# Feature Engineering

First find customers with new products in each month, then create new features only for these customers. This method can save memory more.

In [1]:
from santander_helper import *
%matplotlib inline

### New products
1. Find (customer, product) pairs that are new in the second month
2. Find new products for each customer in each month, and create mean encoding features for each product pattern. The statistics is over all the history.

In [2]:
# column names for newly purchased products
new_cols = [k+'_new' for k in target_cols]
new_cols_map = {k+'_new': n for n, k in enumerate(target_cols)}
# ordered dict containing new products in each month, key is the first month
du = collections.OrderedDict()
# new products information for mean encoding
mean_encoding = []
# (customer, product) pair for new products in every month
customer_product_pair = {}
for m1, m2 in tqdm.tqdm_notebook(list(zip(month_list[:-2], month_list[1:-1]))):
    # load first month data
    df1 = pd.read_hdf('../input/data_month_{}.hdf'.format(m1), 'data_month')
    # load second month data
    df2 = pd.read_hdf('../input/data_month_{}.hdf'.format(m2), 'data_month')

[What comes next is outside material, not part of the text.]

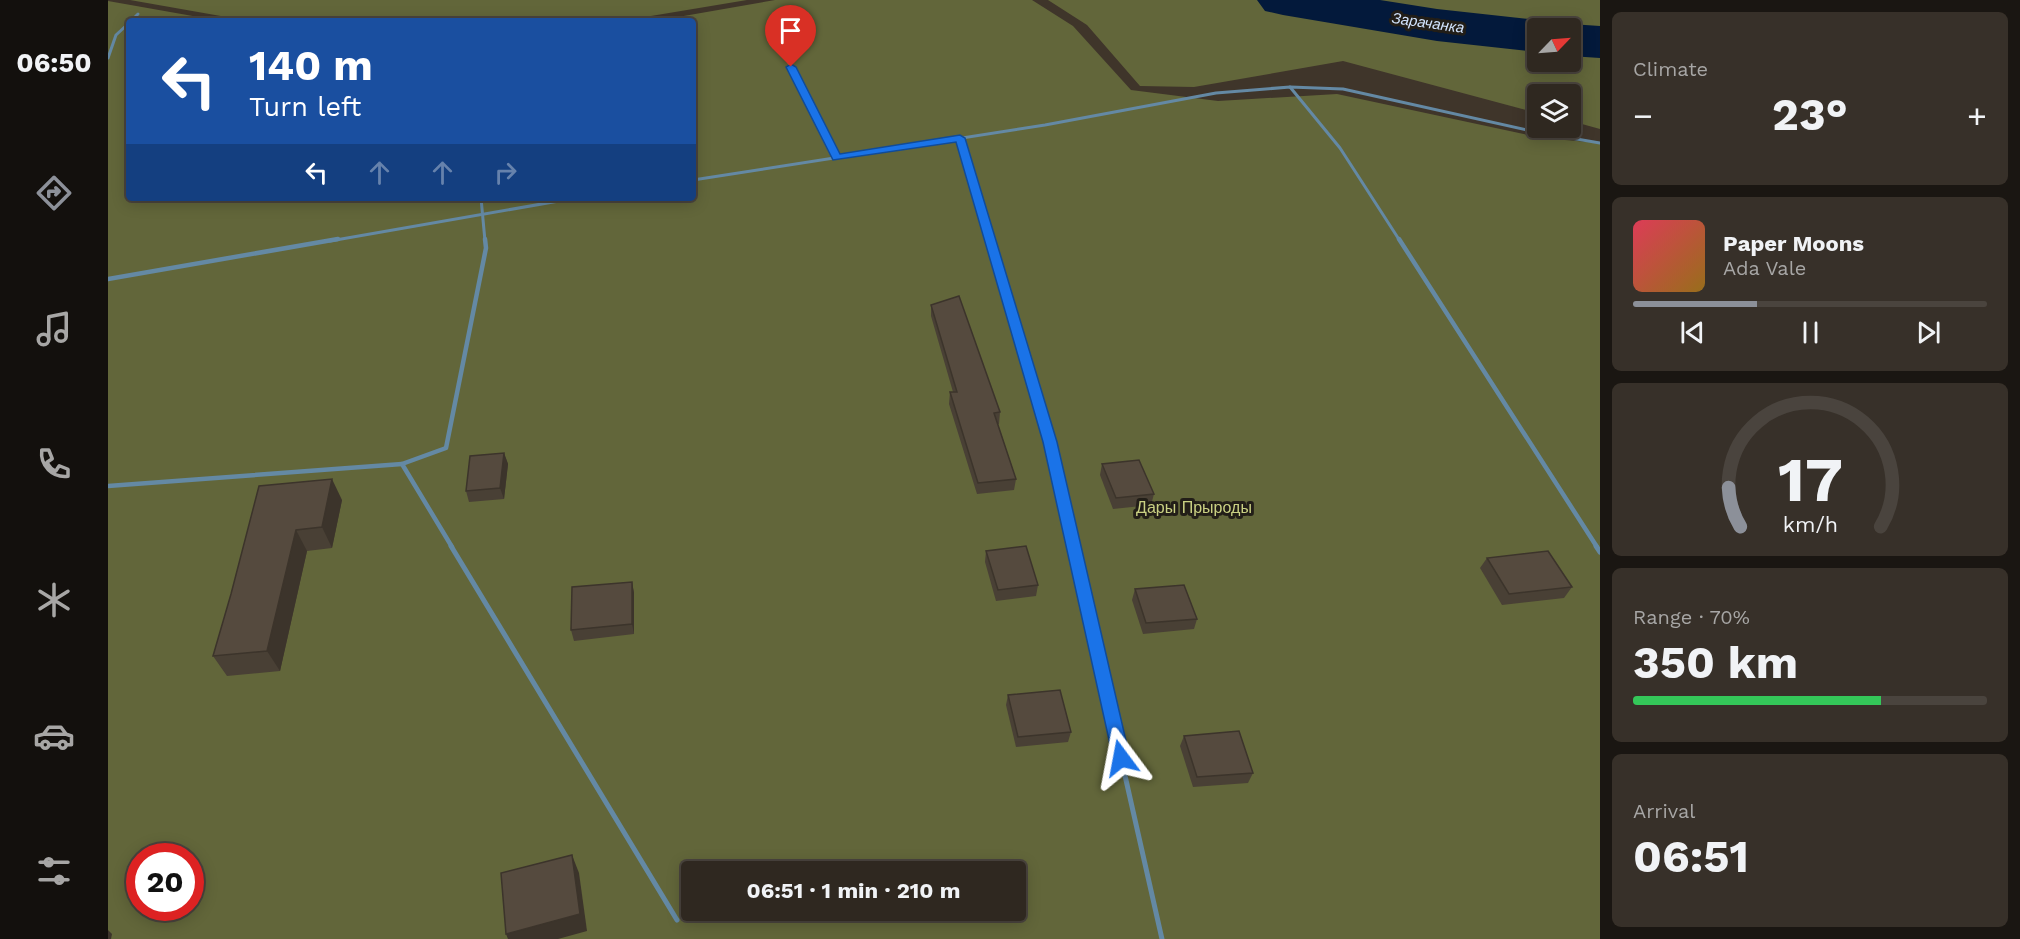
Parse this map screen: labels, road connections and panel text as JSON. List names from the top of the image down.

    # only keep products information
    df1 = df1[['ncodpers']+target_cols]
    df2 = df2[['ncodpers']+target_cols]

    # calculate new products
    # merge first and second month products
    x = df2.merge(df1, on=['ncodpers'], how='left', suffixes=('_l', ''))
    x.fillna(0.0, inplace=True)
    # calculate difference 
    x = x.iloc[:, 1:20].values-x.iloc[:, 20:].values
    x = pd.DataFrame(x, index=df2.ncodpers, columns=new_cols)
    # remove negative elements
    x[x<0] = 0
    # only keep customers with new products
    x = x[x.sum(axis=1)>0]
    
    # keep copy of customers with new products
    new_product = x.copy()
    
    # obtain (customer, product) pairs
    x = pd.DataFrame(x.stack())
    x.reset_index(inplace=True)
    x.columns = ['ncodpers', 'product', 'indicator']
    x.loc[:, 'product'] = x.loc[:, 'product'].map(new_cols_map)
    # only keep (customer, product) pairs for new products
    x = x.loc[x.indicator>0]
    x.drop('indicator', axis=1, inplace=True)
    x.reset_index(inplace=True, drop=True)
    # a list of customers with new products
    ncodpers_new_product = x.ncodpers.unique()
    customer_product_pair[m2] = x
#     x.to_hdf('../input/customer_product_pair_{}.hdf'.format(m2), 
#         'customer_product_pair')
    
    # only keep customers with new products in the second month
    # df2 can be used to create train data
    df2 = df2.loc[df2.ncodpers.isin(ncodpers_new_product)]
    
    # prepare mean encoding 
    # product pattern in the first month
    df1['target_combine'] = np.sum(df1.values[:, 1:] * 
    np.float_power(2, np.arange(0, len(target_cols))), 
    axis=1, dtype=np.float64)
    df1.drop(target_cols, axis=1, inplace=True)
    # number and indicator of new products
    new_product['n_new'] = new_product.loc[:, new_cols].sum(axis=1)
    new_product['ind_new'] = new_product.loc[:, new_cols].max(axis=1)
    # join with the first month 
    df1 = df1.join(new_product, on='ncodpers', how='left')
    df1.fillna(0.0, inplace=True)
    df1.drop('ncodpers', axis=1, inplace=True)
    
    # add results to list
    mean_encoding.append(df1)

# concatenate all data
mean_encoding = pd.concat(mean_encoding, ignore_index=True)
# calculate mean vaues 
mean_encoding_result = mean_encoding.groupby('target_combine').mean()
# save mean encoding result
mean_encoding_result.to_hdf('../input/mean_encoding_result_eda_4_21.hdf',
    'mean_encoding_result')

HBox(children=(IntProgress(value=0, max=16), HTML(value='')))




In [3]:
a = []
for m in customer_product_pair.keys():
    customer_product_pair[m]['fecha_dato'] = m
    a.append(customer_product_pair[m])
a = pd.concat(a, ignore_index=True)
a.to_hdf('../input/customer_product_pair.hdf', 'customer_product_pair')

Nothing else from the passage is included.